Investigation of the Structure-Property Relation of Anthraquinone Dye Molecules with High Dichroism in Guest-Host Liquid Crystal Systems via Computational Methods.

By combining molecular dynamics (MD) simulations and density functional theory (DFT), the influence of dye structure on the optical modulation properties of negative-mode guest-host liquid crystal (GHLC) systems was systematically investigated. Firstly, the reliability of the simulation method was validated by comparing the performance parameters of the GHLC system obtained from simulations with those from experimental results. Subsequently, a series of guest dye molecules, along with their mixtures with negative dielectric anisotropy mesogens, were designed and analyzed. This exploration focused on how variations in dye terminal chain lengths, substitution positions, and substituent group properties affect dye molecular geometry, dye alignment within the host, transition dipole orientation, absorption spectra, and electronic excitation properties. Our findings suggest that dye molecules with a flexible terminal chain substitution of five carbon atoms, positioned at the 2 and 6 locations on the anthraquinone core, exhibit higher order parameters, favorable for enhancing dichroic performance.

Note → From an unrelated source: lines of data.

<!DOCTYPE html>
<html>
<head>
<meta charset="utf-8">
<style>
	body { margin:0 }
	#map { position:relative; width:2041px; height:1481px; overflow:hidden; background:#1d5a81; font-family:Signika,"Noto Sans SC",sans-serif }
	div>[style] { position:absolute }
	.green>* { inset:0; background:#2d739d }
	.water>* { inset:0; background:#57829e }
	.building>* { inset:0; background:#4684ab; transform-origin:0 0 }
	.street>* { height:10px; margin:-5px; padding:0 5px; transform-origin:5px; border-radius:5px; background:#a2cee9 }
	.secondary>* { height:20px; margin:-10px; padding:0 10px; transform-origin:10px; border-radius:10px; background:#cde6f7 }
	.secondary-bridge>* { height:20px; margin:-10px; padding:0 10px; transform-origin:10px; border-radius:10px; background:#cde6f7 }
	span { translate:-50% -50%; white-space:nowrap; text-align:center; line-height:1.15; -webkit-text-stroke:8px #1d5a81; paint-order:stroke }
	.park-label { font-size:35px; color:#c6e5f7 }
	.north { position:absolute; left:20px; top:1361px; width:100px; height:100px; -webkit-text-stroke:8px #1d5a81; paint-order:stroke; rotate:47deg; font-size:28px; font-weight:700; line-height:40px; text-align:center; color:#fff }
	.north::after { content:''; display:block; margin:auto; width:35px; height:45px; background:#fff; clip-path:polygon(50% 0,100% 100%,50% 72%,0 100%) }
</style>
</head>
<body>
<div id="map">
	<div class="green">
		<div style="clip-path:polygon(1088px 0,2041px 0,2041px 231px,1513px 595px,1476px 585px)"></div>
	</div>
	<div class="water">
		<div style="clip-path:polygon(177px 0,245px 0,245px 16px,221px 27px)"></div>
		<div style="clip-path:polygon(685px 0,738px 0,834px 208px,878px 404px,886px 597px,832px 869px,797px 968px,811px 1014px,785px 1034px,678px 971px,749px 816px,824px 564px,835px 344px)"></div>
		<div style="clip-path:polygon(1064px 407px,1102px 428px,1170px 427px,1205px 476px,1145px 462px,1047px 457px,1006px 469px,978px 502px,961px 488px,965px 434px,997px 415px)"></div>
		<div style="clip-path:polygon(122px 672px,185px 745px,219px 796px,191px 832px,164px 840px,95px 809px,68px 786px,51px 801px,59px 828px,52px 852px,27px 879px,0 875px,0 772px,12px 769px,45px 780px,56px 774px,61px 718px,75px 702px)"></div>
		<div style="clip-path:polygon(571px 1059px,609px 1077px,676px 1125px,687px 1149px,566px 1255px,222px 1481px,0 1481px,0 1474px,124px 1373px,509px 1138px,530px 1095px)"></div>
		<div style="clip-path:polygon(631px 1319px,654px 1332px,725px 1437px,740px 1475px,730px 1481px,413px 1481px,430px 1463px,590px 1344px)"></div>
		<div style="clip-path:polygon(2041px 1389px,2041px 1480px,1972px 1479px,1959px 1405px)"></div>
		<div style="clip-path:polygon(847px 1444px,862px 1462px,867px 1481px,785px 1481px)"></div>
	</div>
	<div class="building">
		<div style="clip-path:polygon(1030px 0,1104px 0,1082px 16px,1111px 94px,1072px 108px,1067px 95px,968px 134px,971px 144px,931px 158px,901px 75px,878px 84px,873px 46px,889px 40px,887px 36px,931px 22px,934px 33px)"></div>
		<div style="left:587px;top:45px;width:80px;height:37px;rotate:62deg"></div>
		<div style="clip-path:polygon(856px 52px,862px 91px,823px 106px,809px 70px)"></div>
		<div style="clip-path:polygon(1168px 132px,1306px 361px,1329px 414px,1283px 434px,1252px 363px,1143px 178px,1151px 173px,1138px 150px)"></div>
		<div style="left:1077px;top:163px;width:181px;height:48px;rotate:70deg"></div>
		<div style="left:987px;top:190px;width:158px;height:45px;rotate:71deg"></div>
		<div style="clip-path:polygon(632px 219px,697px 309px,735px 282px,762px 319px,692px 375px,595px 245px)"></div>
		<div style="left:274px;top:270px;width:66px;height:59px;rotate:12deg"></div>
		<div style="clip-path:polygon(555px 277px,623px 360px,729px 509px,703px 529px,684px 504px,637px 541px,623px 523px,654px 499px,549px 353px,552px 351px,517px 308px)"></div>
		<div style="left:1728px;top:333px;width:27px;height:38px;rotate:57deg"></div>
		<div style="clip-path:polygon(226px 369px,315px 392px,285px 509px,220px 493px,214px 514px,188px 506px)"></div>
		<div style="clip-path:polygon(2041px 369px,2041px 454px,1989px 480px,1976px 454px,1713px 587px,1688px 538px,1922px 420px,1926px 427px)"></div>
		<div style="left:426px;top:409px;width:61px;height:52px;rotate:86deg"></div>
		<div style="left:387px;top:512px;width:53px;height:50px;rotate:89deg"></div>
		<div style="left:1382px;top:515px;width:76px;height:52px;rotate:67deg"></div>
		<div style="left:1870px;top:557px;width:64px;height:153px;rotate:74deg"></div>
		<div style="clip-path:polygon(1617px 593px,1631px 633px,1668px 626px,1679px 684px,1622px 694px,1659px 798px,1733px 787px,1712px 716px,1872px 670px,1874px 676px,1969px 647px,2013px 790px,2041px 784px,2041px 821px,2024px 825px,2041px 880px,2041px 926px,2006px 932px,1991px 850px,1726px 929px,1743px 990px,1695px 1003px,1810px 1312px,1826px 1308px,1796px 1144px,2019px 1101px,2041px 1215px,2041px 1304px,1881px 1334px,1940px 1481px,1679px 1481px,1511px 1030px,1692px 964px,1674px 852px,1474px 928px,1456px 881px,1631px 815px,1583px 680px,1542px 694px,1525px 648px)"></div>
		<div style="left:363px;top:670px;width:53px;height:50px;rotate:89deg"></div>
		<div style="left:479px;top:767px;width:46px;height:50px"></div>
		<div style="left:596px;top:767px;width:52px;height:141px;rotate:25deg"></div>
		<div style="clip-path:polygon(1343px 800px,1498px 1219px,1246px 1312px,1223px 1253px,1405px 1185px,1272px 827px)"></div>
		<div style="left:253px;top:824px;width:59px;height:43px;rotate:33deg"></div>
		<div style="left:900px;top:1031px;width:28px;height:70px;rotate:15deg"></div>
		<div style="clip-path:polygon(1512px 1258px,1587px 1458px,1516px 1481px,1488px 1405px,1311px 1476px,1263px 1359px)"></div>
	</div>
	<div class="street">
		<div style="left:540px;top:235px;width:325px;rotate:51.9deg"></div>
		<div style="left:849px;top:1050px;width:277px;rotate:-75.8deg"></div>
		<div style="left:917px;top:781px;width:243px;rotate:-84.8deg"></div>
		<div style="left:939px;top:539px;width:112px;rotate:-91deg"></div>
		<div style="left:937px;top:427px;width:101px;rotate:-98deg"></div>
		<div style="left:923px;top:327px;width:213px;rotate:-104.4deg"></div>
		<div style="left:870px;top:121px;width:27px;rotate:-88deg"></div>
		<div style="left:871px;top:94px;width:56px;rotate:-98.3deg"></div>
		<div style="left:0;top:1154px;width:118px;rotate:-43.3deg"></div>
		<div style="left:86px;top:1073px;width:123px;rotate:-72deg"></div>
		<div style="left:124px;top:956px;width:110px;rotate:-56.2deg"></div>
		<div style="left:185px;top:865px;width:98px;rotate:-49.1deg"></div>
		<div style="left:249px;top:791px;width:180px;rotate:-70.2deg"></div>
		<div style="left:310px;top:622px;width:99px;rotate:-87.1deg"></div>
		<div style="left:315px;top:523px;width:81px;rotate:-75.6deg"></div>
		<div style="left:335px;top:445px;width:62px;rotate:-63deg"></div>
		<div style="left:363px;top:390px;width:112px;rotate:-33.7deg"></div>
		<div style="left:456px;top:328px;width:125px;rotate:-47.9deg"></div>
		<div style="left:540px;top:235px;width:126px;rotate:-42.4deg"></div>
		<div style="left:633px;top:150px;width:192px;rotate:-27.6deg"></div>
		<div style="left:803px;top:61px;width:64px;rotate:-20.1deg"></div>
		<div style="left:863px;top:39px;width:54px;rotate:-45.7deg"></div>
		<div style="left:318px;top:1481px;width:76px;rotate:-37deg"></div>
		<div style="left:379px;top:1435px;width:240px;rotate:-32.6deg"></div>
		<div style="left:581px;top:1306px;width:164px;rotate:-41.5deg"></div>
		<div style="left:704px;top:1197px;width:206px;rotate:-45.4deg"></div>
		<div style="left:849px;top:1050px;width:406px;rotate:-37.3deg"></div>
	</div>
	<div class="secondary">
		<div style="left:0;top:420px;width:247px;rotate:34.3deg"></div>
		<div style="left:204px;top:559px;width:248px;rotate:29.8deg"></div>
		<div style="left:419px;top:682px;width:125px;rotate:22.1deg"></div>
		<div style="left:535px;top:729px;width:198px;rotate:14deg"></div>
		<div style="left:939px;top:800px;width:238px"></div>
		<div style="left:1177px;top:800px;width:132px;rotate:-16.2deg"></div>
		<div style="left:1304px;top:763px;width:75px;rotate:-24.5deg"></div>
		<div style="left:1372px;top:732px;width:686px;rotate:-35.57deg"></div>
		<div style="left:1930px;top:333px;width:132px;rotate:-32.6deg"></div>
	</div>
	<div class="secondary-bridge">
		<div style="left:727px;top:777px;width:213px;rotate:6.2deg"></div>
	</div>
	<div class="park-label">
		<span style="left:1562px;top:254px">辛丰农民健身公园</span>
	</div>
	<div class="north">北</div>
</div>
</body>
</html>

Moreover, introducing different α-substituents further influences the dye orientation and electronic behavior within the host. These results highlight that structural modifications of anthraquinone-based dyes allow for the design of high-dichroic-ratio materials with customized absorption properties. Overall, our results provide a beneficial understanding of the structure-property relation in GHLC systems, offering valuable guidance for designing high-performance dye molecules and advanced optoelectronic materials in future research.